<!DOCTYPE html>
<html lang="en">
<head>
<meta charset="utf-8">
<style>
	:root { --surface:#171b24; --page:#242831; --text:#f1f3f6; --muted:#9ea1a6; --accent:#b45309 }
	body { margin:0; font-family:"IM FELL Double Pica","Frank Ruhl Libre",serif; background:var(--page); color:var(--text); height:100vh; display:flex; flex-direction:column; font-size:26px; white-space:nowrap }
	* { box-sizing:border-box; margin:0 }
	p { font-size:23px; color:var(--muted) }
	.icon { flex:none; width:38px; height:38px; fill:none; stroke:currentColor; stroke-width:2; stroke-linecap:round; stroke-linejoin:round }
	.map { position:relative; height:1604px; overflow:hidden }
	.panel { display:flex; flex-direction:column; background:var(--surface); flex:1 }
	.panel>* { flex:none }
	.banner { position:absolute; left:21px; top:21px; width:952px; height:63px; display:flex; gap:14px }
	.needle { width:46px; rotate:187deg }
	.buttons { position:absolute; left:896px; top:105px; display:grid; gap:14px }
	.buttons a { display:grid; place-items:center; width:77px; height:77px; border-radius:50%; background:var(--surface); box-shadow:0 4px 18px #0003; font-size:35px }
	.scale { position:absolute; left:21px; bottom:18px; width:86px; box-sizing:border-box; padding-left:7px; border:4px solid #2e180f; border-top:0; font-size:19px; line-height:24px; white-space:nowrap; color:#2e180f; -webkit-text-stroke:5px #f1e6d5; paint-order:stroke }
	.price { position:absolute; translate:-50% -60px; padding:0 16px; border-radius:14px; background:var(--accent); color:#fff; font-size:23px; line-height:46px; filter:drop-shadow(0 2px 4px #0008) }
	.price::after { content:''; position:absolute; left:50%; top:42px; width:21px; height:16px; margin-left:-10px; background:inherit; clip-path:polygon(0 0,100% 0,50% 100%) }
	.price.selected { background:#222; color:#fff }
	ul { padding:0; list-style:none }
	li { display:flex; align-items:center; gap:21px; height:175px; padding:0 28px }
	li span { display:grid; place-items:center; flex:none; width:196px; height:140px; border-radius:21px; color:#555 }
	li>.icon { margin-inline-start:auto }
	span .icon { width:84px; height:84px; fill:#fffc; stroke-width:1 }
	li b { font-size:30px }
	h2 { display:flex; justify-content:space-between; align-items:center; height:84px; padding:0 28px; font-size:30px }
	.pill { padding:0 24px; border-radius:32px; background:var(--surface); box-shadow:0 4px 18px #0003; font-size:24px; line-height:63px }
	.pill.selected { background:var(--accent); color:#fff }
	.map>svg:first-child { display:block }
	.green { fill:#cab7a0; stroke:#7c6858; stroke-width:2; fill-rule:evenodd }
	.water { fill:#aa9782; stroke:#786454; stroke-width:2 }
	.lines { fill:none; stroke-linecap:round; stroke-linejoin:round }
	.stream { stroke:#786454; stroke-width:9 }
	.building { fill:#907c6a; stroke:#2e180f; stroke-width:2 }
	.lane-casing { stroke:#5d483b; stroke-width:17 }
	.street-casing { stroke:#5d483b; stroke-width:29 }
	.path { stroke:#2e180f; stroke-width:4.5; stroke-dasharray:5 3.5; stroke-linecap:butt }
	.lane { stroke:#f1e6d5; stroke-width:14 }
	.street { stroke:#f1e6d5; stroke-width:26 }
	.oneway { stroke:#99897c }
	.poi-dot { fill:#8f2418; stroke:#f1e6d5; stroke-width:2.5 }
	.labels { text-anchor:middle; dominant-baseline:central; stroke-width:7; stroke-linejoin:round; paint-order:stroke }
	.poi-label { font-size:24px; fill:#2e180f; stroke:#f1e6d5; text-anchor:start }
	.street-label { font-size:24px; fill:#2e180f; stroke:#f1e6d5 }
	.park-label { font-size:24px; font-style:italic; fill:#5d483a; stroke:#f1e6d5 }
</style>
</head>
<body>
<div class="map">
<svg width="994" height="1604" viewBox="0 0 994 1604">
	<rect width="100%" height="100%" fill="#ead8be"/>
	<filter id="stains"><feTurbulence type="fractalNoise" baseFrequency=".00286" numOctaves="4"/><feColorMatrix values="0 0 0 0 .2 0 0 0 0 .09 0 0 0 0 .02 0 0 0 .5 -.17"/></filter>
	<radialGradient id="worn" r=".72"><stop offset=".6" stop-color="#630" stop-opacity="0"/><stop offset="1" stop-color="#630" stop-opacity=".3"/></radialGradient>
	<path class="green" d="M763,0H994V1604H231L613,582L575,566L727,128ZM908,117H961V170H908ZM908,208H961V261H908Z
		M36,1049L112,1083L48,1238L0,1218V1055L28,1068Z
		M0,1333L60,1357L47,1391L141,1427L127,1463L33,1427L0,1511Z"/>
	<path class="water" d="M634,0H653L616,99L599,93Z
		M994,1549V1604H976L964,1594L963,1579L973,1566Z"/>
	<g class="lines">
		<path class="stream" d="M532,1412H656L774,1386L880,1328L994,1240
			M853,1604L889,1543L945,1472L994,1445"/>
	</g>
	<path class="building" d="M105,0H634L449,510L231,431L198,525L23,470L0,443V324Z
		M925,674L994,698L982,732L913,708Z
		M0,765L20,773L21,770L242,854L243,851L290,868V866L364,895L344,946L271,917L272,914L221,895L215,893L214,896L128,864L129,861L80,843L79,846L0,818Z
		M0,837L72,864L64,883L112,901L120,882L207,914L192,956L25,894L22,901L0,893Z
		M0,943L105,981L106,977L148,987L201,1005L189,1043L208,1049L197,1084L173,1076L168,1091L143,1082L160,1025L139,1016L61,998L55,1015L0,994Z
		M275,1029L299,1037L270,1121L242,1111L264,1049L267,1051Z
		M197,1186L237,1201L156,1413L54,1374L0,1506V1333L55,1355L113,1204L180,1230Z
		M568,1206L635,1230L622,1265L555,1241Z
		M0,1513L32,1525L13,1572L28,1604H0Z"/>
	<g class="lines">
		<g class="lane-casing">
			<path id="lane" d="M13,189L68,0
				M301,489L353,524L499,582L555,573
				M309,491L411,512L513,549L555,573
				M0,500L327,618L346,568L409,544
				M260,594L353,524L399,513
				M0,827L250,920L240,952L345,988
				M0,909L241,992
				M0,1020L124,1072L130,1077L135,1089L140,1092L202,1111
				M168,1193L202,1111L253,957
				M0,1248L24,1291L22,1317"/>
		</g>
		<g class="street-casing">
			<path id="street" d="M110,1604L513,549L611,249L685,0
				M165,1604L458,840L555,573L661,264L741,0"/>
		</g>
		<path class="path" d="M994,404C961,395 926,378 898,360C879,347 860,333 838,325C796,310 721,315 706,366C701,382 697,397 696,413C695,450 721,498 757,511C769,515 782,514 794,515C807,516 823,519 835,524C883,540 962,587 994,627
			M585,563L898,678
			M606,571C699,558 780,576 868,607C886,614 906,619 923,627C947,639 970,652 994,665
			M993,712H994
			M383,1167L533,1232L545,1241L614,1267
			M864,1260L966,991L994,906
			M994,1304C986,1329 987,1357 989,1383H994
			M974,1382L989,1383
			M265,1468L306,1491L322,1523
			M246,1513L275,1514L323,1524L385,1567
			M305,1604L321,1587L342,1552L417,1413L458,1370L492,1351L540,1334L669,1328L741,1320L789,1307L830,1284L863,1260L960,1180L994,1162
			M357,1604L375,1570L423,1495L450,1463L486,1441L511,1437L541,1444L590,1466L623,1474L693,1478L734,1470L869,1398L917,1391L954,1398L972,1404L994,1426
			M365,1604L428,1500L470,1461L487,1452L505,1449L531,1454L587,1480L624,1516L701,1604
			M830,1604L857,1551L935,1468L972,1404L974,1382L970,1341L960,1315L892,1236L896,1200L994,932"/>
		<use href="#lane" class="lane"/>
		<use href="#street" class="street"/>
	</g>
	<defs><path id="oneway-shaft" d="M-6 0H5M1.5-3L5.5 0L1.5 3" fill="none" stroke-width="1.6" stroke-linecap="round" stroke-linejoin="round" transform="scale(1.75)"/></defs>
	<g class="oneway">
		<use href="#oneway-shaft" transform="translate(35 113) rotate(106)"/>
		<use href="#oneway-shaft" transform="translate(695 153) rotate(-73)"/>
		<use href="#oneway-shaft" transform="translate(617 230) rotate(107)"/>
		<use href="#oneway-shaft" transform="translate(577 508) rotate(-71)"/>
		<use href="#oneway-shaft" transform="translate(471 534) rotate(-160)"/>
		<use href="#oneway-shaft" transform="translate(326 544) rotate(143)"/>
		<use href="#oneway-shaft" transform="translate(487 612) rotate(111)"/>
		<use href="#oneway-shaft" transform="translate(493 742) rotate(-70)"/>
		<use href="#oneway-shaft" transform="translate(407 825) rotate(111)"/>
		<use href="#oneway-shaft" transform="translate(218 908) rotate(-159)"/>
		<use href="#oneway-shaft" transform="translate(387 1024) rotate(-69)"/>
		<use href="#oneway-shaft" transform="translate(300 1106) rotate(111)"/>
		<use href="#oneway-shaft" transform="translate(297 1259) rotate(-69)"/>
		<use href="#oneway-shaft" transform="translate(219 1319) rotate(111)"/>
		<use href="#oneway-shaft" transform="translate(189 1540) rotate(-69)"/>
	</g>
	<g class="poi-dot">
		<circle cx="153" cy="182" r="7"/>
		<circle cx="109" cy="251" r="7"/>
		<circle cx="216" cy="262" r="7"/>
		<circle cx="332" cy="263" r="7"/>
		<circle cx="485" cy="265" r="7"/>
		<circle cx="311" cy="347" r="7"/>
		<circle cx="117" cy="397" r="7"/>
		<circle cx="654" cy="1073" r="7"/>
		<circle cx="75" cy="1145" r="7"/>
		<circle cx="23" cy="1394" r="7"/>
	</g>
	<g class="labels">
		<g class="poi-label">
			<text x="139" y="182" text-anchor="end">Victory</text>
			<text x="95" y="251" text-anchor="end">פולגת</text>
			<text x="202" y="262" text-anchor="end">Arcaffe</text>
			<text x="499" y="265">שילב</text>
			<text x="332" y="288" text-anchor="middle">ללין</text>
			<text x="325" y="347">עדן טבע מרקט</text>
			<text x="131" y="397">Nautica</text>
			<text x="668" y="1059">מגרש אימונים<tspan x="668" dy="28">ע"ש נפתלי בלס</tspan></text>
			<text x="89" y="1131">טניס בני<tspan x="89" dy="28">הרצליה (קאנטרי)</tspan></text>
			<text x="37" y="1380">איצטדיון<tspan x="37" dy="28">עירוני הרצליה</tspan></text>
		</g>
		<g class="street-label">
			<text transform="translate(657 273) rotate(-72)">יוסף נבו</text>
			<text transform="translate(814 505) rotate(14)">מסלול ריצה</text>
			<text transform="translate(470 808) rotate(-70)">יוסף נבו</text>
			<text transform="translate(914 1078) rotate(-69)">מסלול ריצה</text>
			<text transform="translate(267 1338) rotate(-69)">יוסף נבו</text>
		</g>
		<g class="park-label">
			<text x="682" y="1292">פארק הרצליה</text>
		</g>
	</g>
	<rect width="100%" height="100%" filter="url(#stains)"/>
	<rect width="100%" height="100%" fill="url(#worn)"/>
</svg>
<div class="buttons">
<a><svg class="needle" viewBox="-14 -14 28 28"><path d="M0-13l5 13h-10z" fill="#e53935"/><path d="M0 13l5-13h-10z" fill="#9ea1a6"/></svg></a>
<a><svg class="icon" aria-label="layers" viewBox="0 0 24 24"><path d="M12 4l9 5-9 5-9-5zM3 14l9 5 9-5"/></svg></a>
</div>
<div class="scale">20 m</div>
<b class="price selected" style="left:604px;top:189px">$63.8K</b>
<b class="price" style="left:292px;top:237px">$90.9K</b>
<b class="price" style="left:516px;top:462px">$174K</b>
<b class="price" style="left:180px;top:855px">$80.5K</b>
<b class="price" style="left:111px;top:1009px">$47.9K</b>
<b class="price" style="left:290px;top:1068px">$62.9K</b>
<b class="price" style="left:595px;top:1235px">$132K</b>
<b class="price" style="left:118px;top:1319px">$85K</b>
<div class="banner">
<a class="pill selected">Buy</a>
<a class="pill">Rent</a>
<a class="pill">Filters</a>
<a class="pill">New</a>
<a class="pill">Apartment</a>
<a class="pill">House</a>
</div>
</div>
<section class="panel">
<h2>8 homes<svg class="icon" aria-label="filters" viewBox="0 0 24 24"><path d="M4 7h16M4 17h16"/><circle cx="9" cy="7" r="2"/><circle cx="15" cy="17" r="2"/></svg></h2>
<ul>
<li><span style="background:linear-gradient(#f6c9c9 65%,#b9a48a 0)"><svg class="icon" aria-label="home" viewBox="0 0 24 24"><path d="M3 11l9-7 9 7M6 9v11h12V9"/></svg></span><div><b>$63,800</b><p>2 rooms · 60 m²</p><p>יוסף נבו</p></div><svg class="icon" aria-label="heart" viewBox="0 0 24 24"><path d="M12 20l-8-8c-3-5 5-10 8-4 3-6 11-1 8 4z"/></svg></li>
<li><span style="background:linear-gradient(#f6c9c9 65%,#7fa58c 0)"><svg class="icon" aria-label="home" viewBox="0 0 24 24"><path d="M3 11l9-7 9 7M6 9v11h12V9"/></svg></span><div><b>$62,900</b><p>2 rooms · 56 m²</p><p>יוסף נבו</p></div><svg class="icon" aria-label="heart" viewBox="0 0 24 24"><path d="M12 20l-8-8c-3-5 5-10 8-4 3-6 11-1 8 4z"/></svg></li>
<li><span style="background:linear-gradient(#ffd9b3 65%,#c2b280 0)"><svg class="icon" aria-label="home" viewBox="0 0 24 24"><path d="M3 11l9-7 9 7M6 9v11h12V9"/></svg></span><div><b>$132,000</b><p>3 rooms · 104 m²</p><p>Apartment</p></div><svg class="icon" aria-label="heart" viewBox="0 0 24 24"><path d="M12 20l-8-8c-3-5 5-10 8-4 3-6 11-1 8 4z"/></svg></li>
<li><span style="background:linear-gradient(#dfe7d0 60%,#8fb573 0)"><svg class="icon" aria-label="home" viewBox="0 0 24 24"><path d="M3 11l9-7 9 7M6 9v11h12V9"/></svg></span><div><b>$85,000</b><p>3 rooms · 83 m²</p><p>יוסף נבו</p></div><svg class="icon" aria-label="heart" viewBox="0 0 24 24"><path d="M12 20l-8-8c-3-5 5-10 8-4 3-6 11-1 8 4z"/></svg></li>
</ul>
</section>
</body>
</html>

++++++++

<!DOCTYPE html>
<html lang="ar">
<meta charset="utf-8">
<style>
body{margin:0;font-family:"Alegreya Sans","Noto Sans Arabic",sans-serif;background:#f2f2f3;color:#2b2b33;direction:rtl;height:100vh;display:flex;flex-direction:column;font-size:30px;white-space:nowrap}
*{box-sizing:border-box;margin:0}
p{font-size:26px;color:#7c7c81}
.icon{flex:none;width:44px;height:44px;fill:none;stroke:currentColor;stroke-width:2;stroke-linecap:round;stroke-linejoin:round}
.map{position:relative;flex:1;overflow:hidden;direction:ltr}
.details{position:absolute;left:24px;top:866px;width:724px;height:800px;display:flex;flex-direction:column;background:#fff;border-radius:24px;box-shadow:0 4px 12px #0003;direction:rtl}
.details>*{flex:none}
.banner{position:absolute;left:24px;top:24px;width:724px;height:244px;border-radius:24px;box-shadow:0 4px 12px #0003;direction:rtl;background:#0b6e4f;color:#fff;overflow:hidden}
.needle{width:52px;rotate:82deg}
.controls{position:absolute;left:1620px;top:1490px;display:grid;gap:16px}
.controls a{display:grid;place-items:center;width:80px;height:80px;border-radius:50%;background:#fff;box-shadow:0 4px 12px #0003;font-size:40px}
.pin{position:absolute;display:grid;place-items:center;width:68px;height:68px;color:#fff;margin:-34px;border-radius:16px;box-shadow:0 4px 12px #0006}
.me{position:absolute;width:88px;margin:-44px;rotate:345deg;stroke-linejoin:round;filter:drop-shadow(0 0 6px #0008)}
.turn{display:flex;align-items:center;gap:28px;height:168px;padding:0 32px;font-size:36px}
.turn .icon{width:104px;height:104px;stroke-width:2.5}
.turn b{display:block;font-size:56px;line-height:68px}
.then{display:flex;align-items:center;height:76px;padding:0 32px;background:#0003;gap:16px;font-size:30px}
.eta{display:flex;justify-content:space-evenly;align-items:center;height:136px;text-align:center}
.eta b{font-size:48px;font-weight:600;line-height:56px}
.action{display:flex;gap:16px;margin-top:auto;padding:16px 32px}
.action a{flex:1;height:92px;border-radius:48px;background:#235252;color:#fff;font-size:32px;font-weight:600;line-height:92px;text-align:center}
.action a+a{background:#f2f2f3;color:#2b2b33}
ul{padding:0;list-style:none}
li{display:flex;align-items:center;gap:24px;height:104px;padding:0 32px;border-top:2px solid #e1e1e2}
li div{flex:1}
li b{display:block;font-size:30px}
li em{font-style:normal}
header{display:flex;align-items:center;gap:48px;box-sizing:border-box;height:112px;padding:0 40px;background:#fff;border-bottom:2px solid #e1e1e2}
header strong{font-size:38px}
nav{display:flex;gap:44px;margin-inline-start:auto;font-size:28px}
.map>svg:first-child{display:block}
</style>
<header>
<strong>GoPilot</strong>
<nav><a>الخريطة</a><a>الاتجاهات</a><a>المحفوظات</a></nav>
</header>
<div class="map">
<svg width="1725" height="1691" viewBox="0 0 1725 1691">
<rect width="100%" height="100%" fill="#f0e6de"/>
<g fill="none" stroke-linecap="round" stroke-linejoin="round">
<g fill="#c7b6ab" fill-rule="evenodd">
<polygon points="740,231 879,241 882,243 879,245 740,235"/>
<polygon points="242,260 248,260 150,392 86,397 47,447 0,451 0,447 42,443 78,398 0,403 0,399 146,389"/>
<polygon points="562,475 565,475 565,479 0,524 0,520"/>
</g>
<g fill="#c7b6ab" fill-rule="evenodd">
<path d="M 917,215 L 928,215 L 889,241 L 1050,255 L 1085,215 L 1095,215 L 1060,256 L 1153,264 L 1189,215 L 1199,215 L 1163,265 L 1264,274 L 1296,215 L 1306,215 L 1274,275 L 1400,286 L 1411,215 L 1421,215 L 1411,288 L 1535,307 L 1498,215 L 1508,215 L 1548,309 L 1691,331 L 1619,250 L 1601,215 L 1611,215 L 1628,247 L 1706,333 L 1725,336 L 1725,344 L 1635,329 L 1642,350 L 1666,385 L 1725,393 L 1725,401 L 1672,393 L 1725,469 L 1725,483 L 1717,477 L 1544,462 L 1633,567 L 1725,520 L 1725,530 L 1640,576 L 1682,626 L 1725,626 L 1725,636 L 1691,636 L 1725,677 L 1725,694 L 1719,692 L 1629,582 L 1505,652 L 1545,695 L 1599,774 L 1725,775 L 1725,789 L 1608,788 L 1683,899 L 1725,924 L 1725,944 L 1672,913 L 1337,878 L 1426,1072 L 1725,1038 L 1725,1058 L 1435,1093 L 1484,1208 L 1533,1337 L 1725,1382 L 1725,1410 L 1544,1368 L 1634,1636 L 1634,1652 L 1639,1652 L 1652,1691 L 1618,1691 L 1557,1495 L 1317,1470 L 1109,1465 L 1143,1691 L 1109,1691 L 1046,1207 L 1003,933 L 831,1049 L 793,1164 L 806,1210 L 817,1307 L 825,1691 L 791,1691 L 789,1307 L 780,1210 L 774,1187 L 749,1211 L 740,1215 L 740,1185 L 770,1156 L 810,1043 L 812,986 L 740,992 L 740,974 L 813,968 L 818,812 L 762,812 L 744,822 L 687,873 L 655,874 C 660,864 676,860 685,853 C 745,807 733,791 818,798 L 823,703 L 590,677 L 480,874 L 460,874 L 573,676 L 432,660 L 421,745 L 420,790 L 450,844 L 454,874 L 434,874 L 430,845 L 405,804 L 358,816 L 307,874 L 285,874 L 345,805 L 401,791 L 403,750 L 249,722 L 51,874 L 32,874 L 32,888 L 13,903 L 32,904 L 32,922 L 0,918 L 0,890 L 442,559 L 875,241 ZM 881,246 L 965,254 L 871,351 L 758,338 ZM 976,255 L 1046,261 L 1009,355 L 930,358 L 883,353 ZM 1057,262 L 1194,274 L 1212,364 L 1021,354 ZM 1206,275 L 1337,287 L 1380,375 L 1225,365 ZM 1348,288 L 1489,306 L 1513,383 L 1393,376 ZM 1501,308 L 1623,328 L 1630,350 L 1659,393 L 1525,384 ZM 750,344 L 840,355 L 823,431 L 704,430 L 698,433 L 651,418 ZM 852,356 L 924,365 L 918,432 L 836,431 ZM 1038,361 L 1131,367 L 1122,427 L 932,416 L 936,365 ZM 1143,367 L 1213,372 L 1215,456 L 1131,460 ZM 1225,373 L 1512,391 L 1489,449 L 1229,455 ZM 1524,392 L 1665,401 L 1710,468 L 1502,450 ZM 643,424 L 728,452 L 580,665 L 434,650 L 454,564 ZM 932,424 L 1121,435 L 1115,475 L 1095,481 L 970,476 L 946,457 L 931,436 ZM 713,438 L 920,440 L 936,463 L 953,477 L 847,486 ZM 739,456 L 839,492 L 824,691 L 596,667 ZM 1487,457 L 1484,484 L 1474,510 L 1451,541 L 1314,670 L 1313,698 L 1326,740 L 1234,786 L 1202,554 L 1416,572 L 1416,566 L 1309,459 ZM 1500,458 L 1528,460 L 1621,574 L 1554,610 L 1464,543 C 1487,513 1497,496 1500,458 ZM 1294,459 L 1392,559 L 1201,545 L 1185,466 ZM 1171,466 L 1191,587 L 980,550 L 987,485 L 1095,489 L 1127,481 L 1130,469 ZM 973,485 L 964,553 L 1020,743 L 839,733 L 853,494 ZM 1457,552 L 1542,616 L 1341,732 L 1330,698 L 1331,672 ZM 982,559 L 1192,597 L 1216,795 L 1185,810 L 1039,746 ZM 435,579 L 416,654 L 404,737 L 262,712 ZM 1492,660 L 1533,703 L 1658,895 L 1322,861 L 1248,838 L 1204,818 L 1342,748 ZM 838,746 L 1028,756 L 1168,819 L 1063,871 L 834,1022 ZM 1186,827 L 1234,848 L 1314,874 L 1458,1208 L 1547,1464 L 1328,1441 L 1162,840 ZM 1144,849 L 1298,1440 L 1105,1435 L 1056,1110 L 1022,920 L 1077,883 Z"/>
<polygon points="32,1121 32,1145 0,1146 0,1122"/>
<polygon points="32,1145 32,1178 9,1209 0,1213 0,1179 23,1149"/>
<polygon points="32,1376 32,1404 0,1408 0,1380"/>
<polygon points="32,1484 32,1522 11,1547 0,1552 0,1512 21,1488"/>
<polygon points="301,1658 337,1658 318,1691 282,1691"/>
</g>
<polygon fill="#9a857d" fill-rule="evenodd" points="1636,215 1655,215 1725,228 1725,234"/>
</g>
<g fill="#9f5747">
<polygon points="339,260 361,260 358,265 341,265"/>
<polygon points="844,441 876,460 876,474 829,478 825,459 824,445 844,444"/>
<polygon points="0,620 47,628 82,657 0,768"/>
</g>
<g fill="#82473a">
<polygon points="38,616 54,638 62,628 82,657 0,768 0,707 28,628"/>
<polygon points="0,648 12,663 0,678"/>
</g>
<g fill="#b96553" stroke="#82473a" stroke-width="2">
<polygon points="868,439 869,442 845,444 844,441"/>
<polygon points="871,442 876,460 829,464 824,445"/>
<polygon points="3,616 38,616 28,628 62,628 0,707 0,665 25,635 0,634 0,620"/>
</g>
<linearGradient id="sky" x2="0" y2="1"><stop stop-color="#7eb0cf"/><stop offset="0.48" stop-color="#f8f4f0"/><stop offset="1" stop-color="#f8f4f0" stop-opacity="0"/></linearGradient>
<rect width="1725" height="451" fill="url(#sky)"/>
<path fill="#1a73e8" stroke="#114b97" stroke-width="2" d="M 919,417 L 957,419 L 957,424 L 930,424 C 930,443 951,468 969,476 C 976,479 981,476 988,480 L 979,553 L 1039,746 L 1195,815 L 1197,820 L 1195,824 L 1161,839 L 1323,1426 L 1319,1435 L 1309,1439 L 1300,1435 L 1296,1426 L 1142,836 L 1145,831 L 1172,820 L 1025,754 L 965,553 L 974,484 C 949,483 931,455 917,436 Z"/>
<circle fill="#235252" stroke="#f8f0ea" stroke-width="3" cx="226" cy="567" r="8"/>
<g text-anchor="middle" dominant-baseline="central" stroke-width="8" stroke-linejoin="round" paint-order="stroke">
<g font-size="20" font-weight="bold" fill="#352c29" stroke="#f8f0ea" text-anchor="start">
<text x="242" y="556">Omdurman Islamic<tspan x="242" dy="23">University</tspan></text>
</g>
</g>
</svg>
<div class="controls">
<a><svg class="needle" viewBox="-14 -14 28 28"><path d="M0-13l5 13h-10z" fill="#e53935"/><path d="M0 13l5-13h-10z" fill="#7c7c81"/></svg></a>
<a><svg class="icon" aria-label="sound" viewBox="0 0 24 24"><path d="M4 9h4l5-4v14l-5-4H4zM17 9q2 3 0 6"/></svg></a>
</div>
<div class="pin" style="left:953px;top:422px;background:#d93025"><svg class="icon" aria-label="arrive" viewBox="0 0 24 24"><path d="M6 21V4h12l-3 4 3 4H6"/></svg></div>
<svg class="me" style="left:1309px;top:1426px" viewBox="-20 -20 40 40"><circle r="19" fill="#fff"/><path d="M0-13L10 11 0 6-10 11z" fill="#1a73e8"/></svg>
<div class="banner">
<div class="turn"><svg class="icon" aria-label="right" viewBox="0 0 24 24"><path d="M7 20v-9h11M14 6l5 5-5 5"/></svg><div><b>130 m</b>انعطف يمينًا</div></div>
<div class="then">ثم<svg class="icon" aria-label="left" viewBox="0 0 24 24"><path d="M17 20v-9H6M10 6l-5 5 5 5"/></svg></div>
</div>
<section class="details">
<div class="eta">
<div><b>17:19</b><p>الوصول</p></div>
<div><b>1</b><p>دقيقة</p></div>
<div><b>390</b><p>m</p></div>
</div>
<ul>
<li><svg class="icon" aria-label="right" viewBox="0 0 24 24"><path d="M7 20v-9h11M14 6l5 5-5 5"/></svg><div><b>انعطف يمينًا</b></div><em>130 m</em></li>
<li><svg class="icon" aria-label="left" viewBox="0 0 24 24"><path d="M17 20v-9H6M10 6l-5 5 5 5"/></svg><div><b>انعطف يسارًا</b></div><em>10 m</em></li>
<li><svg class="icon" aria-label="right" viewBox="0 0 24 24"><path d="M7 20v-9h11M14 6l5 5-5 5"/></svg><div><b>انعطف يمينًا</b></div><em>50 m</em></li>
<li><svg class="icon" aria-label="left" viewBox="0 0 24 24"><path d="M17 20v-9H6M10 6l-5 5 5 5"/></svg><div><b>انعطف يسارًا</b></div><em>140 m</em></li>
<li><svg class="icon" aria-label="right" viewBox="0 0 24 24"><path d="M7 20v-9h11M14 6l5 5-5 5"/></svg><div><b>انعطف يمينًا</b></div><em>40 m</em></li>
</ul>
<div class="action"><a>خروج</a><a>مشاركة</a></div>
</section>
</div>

++++++++

How many lines in the entries above include the string "controls"? Answer with the number only.

3